Affirmation CG202.2 :
Le Hihking, un classique chinois, raconte une histoire d'inondation très similaire à l'histoire biblique. La famille de Fuhi, y compris sa femme, ses trois fils et ses trois filles, a survécu à bord d'un bateau à une grande inondation qui a recouvert tout le territoire. Après l'inondation, ils ont repeuplé le monde. Un ancien temple en Chine montre le bateau de Fuhi dans des eaux tumultueuses avec des dauphins nageant autour de lui et une colombe volant vers lui.Source :
Brodie, Graham. 1998. Destruction of the world.
http://www.ldolphin.org/studynotes/the_end.htm
Northwest Creation Network. n.d. Légendes d'inondation du monde entier. http://www.nwcreation.net/noahlegends.html
Northwest Creation Network. n.d. Légendes d'inondation du monde entier. http://www.nwcreation.net/noahlegends.html
Réponse :
- Cette histoire d'inondation provient apparemment des États-Unis, pas de la Chine.
Nous avons retracé son origine jusqu'à Nelson's The Deluge Story in Stone (1931,
181-182). Nelson dit que, selon le Hihking, Fuhi "a échappé
aux eaux d'une inondation, et est apparu comme le premier homme à la
reproduction d'un monde renouvelé, accompagné de sa femme, de ses trois
fils et de ses trois filles." Il n'y a aucune mention d'un bateau. L'illustration
du temple est un récit séparé que Nelson attribue à Gutzlaff,
probablement Karl Gützlaff, un missionnaire luthérien en Chine autour
de 1825. Gutzlaff le rapporte comme une image de Noé, pas de Fuhi. Il n'y a
aucune référence supplémentaire permettant de vérifier l'un ou l'autre récit.

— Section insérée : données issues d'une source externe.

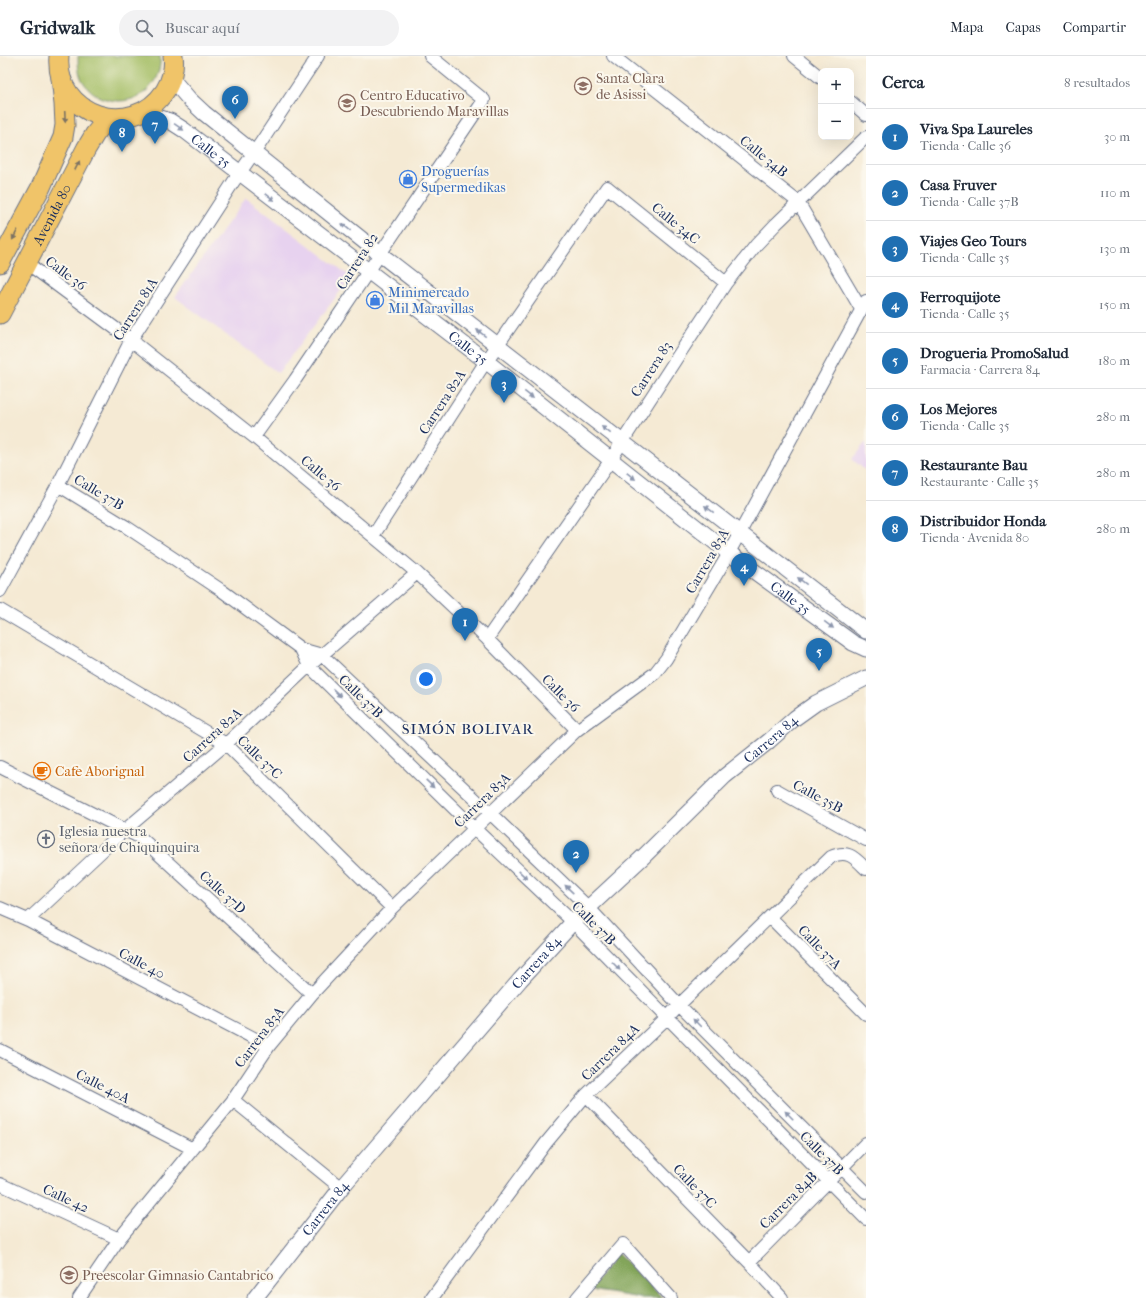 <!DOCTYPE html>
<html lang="es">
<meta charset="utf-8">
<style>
body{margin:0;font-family:"IM FELL French Canon",serif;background:#f2f2f3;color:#1f2937}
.controls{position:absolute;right:12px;top:12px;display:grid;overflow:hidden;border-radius:8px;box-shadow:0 4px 16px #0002}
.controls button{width:36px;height:36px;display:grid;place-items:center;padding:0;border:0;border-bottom:1px solid #e0e1e3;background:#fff;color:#1f2937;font:20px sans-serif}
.you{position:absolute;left:426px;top:623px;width:14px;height:14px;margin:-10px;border:3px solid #fff;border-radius:50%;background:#1a73e8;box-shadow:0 0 0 6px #1a73e833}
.badge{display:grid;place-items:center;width:26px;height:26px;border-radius:50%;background:#1f6fb2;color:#fff;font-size:13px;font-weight:700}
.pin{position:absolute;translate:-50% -33px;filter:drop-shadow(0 1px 2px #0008)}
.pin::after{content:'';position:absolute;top:21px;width:14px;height:12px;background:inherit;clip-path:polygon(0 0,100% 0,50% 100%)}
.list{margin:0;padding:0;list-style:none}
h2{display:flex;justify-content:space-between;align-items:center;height:52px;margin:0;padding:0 16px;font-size:17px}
h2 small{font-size:13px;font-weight:400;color:#747a83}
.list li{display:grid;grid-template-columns:26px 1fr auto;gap:12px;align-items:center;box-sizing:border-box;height:56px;padding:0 16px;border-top:1px solid #e0e1e3}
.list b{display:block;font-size:15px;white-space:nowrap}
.list p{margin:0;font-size:13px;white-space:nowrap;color:#747a83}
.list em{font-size:13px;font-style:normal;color:#747a83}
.icon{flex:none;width:22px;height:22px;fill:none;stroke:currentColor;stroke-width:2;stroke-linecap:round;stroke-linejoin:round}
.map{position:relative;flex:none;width:866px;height:1242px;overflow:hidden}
header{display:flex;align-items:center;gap:24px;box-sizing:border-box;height:56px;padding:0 20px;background:#fff;border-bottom:1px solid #e0e1e3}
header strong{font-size:19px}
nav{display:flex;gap:22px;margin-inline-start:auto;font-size:14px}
.search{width:280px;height:36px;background:#f2f2f3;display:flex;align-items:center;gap:10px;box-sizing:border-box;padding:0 14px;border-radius:22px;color:#747a83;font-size:15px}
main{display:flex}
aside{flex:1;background:#fff}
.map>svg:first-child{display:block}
.built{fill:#e7d2ef}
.green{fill:#a4be65;stroke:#607662}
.forest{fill:#83a55a;stroke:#4f6a5c}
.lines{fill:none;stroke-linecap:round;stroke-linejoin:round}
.minor-casing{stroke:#677087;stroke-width:14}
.tertiary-casing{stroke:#677087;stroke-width:17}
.primary-casing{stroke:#677087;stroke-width:21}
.minor{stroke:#fff;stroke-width:12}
.tertiary{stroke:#fff;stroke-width:15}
.primary{stroke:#f0c469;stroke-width:19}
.oneway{fill:#7b7263}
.oneway2{fill:#8d97ae}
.labels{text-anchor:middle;stroke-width:4;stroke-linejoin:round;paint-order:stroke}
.education-label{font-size:14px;fill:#785e54;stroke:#fbf7ec;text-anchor:start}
.street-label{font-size:14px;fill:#1b2f5e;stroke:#fbf7ec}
.shop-label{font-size:14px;fill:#366cbe;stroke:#fbf7ec;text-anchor:start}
.food-label{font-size:14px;fill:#c56008;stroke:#fbf7ec;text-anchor:start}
.worship-label{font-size:14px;fill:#5b616d;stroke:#fbf7ec;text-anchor:start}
.neighbourhood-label{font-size:15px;letter-spacing:1px;fill:#1b2f5e;stroke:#fbf7ec}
</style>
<header>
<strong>Gridwalk</strong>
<div class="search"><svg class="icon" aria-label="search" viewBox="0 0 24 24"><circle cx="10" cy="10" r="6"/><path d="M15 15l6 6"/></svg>Buscar aquí</div>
<nav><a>Mapa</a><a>Capas</a><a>Compartir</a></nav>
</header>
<main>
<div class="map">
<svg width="866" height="1242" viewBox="0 0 866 1242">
<rect width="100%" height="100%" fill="#fbf7ec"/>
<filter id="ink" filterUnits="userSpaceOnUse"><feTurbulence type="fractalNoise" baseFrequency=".025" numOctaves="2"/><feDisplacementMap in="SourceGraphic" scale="8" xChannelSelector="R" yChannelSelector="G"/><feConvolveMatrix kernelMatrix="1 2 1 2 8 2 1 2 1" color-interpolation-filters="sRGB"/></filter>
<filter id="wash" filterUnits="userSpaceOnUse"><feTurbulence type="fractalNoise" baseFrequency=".012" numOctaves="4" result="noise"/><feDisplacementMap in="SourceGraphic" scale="16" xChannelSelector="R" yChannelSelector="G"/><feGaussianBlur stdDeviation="0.9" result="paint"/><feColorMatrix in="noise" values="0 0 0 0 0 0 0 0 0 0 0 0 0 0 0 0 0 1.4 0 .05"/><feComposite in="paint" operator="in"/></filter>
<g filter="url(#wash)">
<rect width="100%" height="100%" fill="#f5ead4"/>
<!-- built -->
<path class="built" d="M246,142l105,79 -73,96 -103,-76z
M866,386v29l-14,-12z"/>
<!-- green -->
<path class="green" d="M78,0h82c1,8 -1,16 -5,24 -15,28 -57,28 -73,0 -4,-8 -4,-16 -4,-24z"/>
<!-- forest -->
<path class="forest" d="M617,1197l46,45h-22l-51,-8z"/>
</g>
<g filter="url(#ink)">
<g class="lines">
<!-- minor casing -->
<g class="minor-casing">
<path id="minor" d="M613,0l185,146 63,107
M794,0l27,22
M851,46l15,13
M27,207l104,77 123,97 163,136 70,66 90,91
M254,381l41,-57 189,-280 -54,-44
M58,429l67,41 96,64 80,59 21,6 168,158 99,95 90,97 187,187
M373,480l108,-167 126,-182 119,96
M0,535l58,-106 73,-145 103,-159 26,-37 58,-88
M0,554l226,134 166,164
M487,583l119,-172 70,-108 50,-76 30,-38 20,-21 90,-87
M301,593l8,17 165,162 99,94 293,297
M0,711l141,71 171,156
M777,734l89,50
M0,852l28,12 241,126
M770,861l96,97
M28,864l91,-85 107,-91 83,-78 108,-93
M0,994l193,99
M586,1039l163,167 33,36
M233,1044l108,88
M0,1128l119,55
M749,1206l117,-119
M79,1242l40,-59 114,-139 36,-54 43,-52 80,-86 185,-178 78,-57 11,-14 59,-99 141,-259
M432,1242l114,-155 40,-48 81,-77 12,-13 152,-148c17,-8 24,1 35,12
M577,1242l46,-54 48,54"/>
</g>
<!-- tertiary casing -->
<g class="tertiary-casing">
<g id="tertiary">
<path d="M171,22l18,21 15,14 176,141 486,377"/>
<path id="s1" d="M143,56l27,9 14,9 303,232 242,191 124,90 13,6"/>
<path id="s2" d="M255,1242l86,-110 179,-208 53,-58 71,-66 81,-80 44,-35 26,-23 21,-15 50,-25"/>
</g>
</g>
<!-- primary casing -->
<g class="primary-casing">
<g id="primary">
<path d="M59,0c-5,60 73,85 106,35 6,-9 10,-24 8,-35"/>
<path d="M0,207l41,-76 22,-50 2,-12 -1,-21 -3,-26"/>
<path id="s3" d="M0,258l86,-165 9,-15 13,-16"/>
</g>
</g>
<!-- minor -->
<use href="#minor" class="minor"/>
<!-- tertiary -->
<use href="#tertiary" class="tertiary"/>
<!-- primary -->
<use href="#primary" class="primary"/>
</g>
<!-- one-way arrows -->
<defs><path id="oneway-solid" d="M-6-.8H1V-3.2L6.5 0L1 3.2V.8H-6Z"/></defs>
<g class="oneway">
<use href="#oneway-solid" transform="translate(65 61) rotate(87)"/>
<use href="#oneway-solid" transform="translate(77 110) rotate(-63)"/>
<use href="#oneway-solid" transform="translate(15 179) rotate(118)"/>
</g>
<g class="oneway2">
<use href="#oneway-solid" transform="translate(179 71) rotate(34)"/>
<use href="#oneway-solid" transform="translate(270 141) rotate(37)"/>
<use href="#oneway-solid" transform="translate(346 171) rotate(-141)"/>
<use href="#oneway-solid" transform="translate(481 277) rotate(-142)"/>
<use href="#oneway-solid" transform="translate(529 339) rotate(38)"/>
<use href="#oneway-solid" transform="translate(606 374) rotate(-142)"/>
<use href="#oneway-solid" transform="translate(631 420) rotate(38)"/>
<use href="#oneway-solid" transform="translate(709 453) rotate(-143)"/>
<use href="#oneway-solid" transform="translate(802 525) rotate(-142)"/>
<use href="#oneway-solid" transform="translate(829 569) rotate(36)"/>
<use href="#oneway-solid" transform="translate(337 637) rotate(44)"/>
<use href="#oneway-solid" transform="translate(430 728) rotate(44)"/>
<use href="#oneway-solid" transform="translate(523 819) rotate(44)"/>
<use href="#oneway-solid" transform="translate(569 833) rotate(-136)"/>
<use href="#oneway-solid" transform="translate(616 910) rotate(46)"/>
<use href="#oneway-solid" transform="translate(697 967) rotate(-135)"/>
<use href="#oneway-solid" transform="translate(789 1059) rotate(-135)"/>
</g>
</g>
<!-- icons -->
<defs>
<g id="school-ring" transform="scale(0.9)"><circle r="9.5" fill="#fbf7ec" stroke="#8d6e63" stroke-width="1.5"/><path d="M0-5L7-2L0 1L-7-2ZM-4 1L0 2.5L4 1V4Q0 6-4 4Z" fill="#8d6e63"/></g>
<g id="shop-ring" transform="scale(0.9)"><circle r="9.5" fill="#fbf7ec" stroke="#3f7fe0" stroke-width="1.5"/><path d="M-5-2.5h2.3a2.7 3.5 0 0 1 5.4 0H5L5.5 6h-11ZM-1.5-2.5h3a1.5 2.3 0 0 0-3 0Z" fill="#3f7fe0"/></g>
<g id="cafe-ring" transform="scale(0.9)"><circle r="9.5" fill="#fbf7ec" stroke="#e8710a" stroke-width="1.5"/><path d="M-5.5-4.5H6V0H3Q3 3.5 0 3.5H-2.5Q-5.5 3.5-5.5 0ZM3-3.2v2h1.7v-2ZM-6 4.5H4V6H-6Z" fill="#e8710a"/></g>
<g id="church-ring" transform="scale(0.9)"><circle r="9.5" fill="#fbf7ec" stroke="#6b7280" stroke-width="1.5"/><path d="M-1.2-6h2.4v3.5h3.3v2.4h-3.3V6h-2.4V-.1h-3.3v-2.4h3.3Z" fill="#6b7280"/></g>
</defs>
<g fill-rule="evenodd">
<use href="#school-ring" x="583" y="30"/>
<use href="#school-ring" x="347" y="47"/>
<use href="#shop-ring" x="408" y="123"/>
<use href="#shop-ring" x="375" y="244"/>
<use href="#cafe-ring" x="42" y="715"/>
<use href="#church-ring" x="46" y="783"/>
<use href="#school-ring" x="69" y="1219"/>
</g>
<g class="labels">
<!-- education labels -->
<g class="education-label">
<text x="596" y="27">Santa Clara<tspan x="596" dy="16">de Asissi</tspan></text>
<text x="360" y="44">Centro Educativo<tspan x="360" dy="16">Descubriendo Maravillas</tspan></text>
<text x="82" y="1224">Preescolar Gimnasio Cantabrico</text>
</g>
<!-- street labels -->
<g class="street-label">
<text dy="5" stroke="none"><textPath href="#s1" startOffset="79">Calle 35</textPath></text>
<text transform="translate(764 100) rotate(39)" y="5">Calle 34B</text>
<text dy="5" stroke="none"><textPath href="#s3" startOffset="112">Avenida 80</textPath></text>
<text transform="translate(676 167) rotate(39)" y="5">Calle 34C</text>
<text transform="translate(357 205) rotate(-57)" y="5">Carrera 82</text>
<text transform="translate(66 217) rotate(37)" y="5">Calle 36</text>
<text transform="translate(135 253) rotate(-58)" y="5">Carrera 81A</text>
<text dy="5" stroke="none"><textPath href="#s1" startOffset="403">Calle 35</textPath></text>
<text transform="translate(651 313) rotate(-57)" y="5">Carrera 83</text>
<text transform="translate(442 346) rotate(-57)" y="5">Carrera 82A</text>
<text transform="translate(321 417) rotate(40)" y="5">Calle 36</text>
<text transform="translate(99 436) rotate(31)" y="5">Calle 37B</text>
<text transform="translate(707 505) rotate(-60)" y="5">Carrera 83A</text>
<text dy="5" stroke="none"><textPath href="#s1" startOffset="811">Calle 35</textPath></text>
<text transform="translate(561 637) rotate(45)" y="5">Calle 36</text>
<text transform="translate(361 640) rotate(44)" y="5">Calle 37B</text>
<text transform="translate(212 679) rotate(-42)" y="5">Carrera 82A</text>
<text dy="5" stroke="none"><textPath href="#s2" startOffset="762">Carrera 84</textPath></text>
<text transform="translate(260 701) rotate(44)" y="5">Calle 37C</text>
<text transform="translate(818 740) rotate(28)" y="5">Calle 35B</text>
<text transform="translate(482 744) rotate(-44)" y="5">Carrera 83A</text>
<text transform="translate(223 836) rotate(42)" y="5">Calle 37D</text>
<text transform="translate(594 867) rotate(45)" y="5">Calle 37B</text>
<text transform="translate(820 891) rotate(46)" y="5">Calle 37A</text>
<text dy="5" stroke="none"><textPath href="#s2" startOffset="438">Carrera 84</textPath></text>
<text transform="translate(142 907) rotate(28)" y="5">Calle 40</text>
<text transform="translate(259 981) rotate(-53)" y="5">Carrera 83A</text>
<text transform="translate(610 996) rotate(-44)" y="5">Carrera 84A</text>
<text transform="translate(103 1030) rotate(27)" y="5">Calle 40A</text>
<text transform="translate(822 1097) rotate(45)" y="5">Calle 37B</text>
<text transform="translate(695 1130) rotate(46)" y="5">Calle 37C</text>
<text transform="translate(66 1142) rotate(25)" y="5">Calle 42</text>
<text transform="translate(788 1144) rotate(-45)" y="5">Carrera 84B</text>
<text dy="5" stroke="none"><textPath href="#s2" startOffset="114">Carrera 84</textPath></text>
</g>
<!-- shop labels -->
<g class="shop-label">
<text x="421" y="120">Droguerías<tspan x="421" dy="16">Supermedikas</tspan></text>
<text x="388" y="241">Minimercado<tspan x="388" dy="16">Mil Maravillas</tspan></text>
</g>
<!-- food labels -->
<g class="food-label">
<text x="55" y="720">Cafe Aborignal</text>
</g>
<!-- worship labels -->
<g class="worship-label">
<text x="59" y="780">Iglesia nuestra<tspan x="59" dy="16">señora de Chiquinquira</tspan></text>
</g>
<!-- neighbourhood labels -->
<g class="neighbourhood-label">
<text x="468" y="678">SIMÓN BOLIVAR</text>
</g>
</g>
</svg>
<div class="controls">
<button>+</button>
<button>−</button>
</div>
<div class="you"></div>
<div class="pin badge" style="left:465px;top:585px">1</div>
<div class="pin badge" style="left:576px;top:817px">2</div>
<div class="pin badge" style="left:504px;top:347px">3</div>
<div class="pin badge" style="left:744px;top:530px">4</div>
<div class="pin badge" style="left:819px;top:615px">5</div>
<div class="pin badge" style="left:235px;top:63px">6</div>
<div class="pin badge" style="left:155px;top:88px">7</div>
<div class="pin badge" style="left:122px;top:96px">8</div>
</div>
<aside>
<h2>Cerca<small>8 resultados</small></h2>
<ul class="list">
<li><span class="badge">1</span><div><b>Viva Spa Laureles</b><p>Tienda · Calle 36</p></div><em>30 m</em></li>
<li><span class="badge">2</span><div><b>Casa Fruver</b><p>Tienda · Calle 37B</p></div><em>110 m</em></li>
<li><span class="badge">3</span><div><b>Viajes Geo Tours</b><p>Tienda · Calle 35</p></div><em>130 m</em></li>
<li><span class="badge">4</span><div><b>Ferroquijote</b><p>Tienda · Calle 35</p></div><em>150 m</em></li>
<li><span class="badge">5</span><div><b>Drogueria PromoSalud</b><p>Farmacia · Carrera 84</p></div><em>180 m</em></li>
<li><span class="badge">6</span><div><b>Los Mejores</b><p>Tienda · Calle 35</p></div><em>280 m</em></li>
<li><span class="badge">7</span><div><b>Restaurante Bau</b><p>Restaurante · Calle 35</p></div><em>280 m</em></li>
<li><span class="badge">8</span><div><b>Distribuidor Honda</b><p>Tienda · Avenida 80</p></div><em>280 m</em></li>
</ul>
</aside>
</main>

Le "Hihking" de Nelson fait probablement référence au Shan hai ching, ou au Classique des Montagnes et des Mers. Cependant, le mythe d'inondation décrit dans celui-ci est très différent du récit de Nelson. L'histoire du Shan hai ching dit que lorsqu'une grande inondation est venue, Kun ("Grand Poisson") a volé la terre respirante (la matière de la création) au grand dieu pour barrer les eaux, mais il n'a pas attendu que le grand dieu lui commande de l'utiliser, donc le grand dieu a ordonné que Kun soit tué. Kun a ensuite été restauré à la vie et a donné naissance à Yu qui, sur l'ordre du grand dieu, a achevé l'œuvre de Kun de barrer les eaux d'inondation (Birrell 1999, 195-196; Walls et Walls 1984, 94-100). Les différences entre les deux récits sont si profondes que nous ne pouvons que spéculer sur la façon dont Nelson a obtenu sa version. Probablement, il s'est appuyé sur une version de seconde ou de troisième main qui a été confondue avec l'inondation biblique dans les mémoires et les réécritures. Peut-être que Fuhi (Fu Hsi, Fu Xi, ou d'autres transcriptions) a été substitué à Yu car les deux sont considérés comme fondateurs d'aspects de la civilisation.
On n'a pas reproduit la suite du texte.